Илья подумал, помолчал и выдал:

-Отрекаюсь!

Радостный однорогий чёртик выпустил из своих тёмных лап бутылку и та упала прямо на перекошенное похмельем лицо алкоголика. Но не разбилась она об лицо его, а за секунду, сделалась фыркающим, да разьярённым котом и кот этот рыжий, взъерошенный принялся похмельную Илюшину морду драть.

-Бутылка в кота! Бутылка в кота! – кричал возбуждённый чёрт, а кот царапал щёки мужику, да лоб с подбородком.

Илья вопил, кот царапал, а чёртик хохотал. Вскоре кот кончился на лице у похмельного. Чёртик удрал в форточку, а Илья, лёжа на спине, еле шепелявил:

-Кота ловите, моторный катер! Дочь, Убегай! Он на тебя пошёл! В окно бросайся, за чёртом! В окне спасёшься…

Спустя некоторое время Илья захрапел. С работы вернулась жена, посмотрела в зал на спящего мужа и вошла к дочке в комнату.

-Мам, папа сегодня с люстрой разговаривал, потом начал лицо себе расцарапывать и кричать чего - то непонятное, а потом уснул.

-Допился наш папа, - заплаканным голосом произнесла Наталья.

-А это пройдёт?

-Ой, не знаю, Доченька, не знаю...

Из зала послышался хриплый голос, вновь проснувшегося, главы семейства:

-Мать! Берите пса, кота ловить надо! Пёс умный, он найдёт! Бегите на псовый рынок, моторный катер!
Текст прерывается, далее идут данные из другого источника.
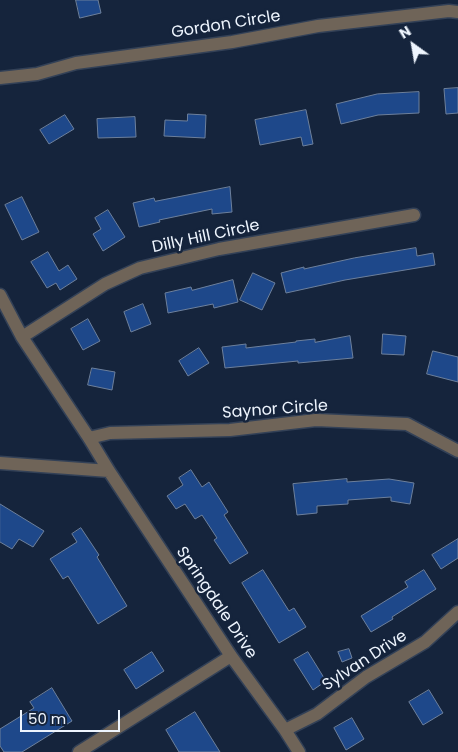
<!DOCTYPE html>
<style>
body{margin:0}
#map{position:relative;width:458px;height:752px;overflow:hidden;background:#15243c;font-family:Poppins,sans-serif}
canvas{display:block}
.north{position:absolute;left:388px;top:20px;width:50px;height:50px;-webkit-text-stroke:4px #15243c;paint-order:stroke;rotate:328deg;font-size:14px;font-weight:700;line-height:20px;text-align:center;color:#eef5fe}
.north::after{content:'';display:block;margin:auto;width:18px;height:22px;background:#eef5fe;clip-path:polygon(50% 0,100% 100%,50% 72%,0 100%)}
.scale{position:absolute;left:20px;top:710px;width:100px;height:22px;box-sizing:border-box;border:2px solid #eef5fe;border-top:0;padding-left:6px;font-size:15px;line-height:18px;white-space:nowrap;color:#eef5fe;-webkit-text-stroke:4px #15243c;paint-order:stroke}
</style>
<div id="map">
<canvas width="458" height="752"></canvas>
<div class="north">N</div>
<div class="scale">50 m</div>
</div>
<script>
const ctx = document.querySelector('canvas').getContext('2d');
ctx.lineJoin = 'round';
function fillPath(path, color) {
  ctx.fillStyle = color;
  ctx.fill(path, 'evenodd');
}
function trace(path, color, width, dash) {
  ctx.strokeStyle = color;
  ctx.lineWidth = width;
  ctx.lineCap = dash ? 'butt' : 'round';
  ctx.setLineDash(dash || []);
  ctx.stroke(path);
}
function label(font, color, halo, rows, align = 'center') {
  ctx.font = font + ' Poppins,sans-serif';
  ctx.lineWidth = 5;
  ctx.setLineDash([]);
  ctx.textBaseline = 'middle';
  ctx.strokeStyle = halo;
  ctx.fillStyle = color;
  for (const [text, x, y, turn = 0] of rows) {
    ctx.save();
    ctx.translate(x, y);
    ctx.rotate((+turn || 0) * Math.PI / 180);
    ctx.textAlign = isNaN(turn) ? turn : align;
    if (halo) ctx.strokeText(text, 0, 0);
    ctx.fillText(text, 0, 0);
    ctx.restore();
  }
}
const building = new Path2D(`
 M76,0H98L101,13L80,18Z
 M458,88V113L446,114L444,89Z
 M419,92V113L378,115L341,124L336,104L377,94Z
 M306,110L313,144L303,146L301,137L260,145L255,120Z
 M188,114L206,115L205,138L164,136L165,120L187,121Z
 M65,115L74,129L49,144L40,130Z
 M135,117L136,137L98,138L97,119Z
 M230,187L232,212L212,214V209L159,220L160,222L139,227L133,203L154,198L155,201Z
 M22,197L39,232L22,240L5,205Z
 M108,210L125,237L103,251L93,234L101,229L95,218Z
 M416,248L417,256L433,253L435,265L345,280L286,293L281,273L304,267V269L354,258Z
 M48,252L59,271L68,265L77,279L60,290L56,283L47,288L31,262Z
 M253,273L275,283L262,310L240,300Z
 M233,280L238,302L214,308L213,304L168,313L165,293L191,287L192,290Z
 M143,304L151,324L131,332L124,312Z
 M88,319L100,341L83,350L71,329Z
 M383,334L406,336L404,355L382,354Z
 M350,336L353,358L298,363V361L225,368L222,347L246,344V348L296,342V341L315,339V342Z
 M199,348L209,363L188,376L179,361Z
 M433,351L458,357V382L427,374Z
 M92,368L115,372L112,390L88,385Z
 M191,470L202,487L209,482L228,512L224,515L248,553L230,564L214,540L217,538L202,515L195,519L185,504L176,509L167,496L183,485L179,478Z
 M347,479V482L389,479L414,483L410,504L391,501V497L348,500V504L317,506V513L297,515L293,484Z
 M0,504L44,531L33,547L19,539L12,549L0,542Z
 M81,528L99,555L97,557L127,606L98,624L68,576L63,579L50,559L77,542L72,534Z
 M458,539V558L441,569L432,555Z
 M263,570L289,611L294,608L306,627L279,643L242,583Z
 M424,570L436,589L392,617L393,619L371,632L361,616L408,587L405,582Z
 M349,649L352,658L342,662L338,652Z
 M152,652L164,671L136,689L124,670Z
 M308,652L326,681L313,690L294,660Z
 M52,688L72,721L22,752H4L0,746V729L34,708L30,702Z
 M429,690L443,713L423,725L409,702Z
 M195,712L220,752H179L166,730Z
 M352,718L364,739L346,750L334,728Z`);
fillPath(building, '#1e488a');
trace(building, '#6d809c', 1);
const street = new Path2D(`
 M0,78L37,74L76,63L232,42L318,26L449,11L458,12
 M0,295L22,337L89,438L109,471L231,656L285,730L299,752
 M22,337L105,284L140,268L219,249L414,215
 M89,438L110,433L230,430L316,420L407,424L458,451
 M0,463L109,471
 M285,730L317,714L366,677L425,642L458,612
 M79,752L231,656`);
trace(street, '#334157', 15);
trace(street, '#6f6458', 12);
label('16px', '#eef5fe', '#15243c', [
 ["Gordon Circle",226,25,-9],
 ["Dilly Hill Circle",206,237,-12],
 ["Saynor Circle",275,410,-4],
 ["Springdale Drive",216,603,56],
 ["Sylvan Drive",365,661,-33]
]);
</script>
Слушая похмельные бредни своего спившегося мужа, заплаканная женщина обняла свою, дрожащую от всей этой жизни дочку и тихо сказала:

-Всё, развожусь.

В тот же вечер Наталья с дочерью собрали свои вещи и ушли ночевать к одной хорошей знакомой. На утро ноги Илюшины отошли и он, еле поднявшись с пола, отправился за бутылкой, но выпить ему в тот день не удалось. Вызвали его на развод.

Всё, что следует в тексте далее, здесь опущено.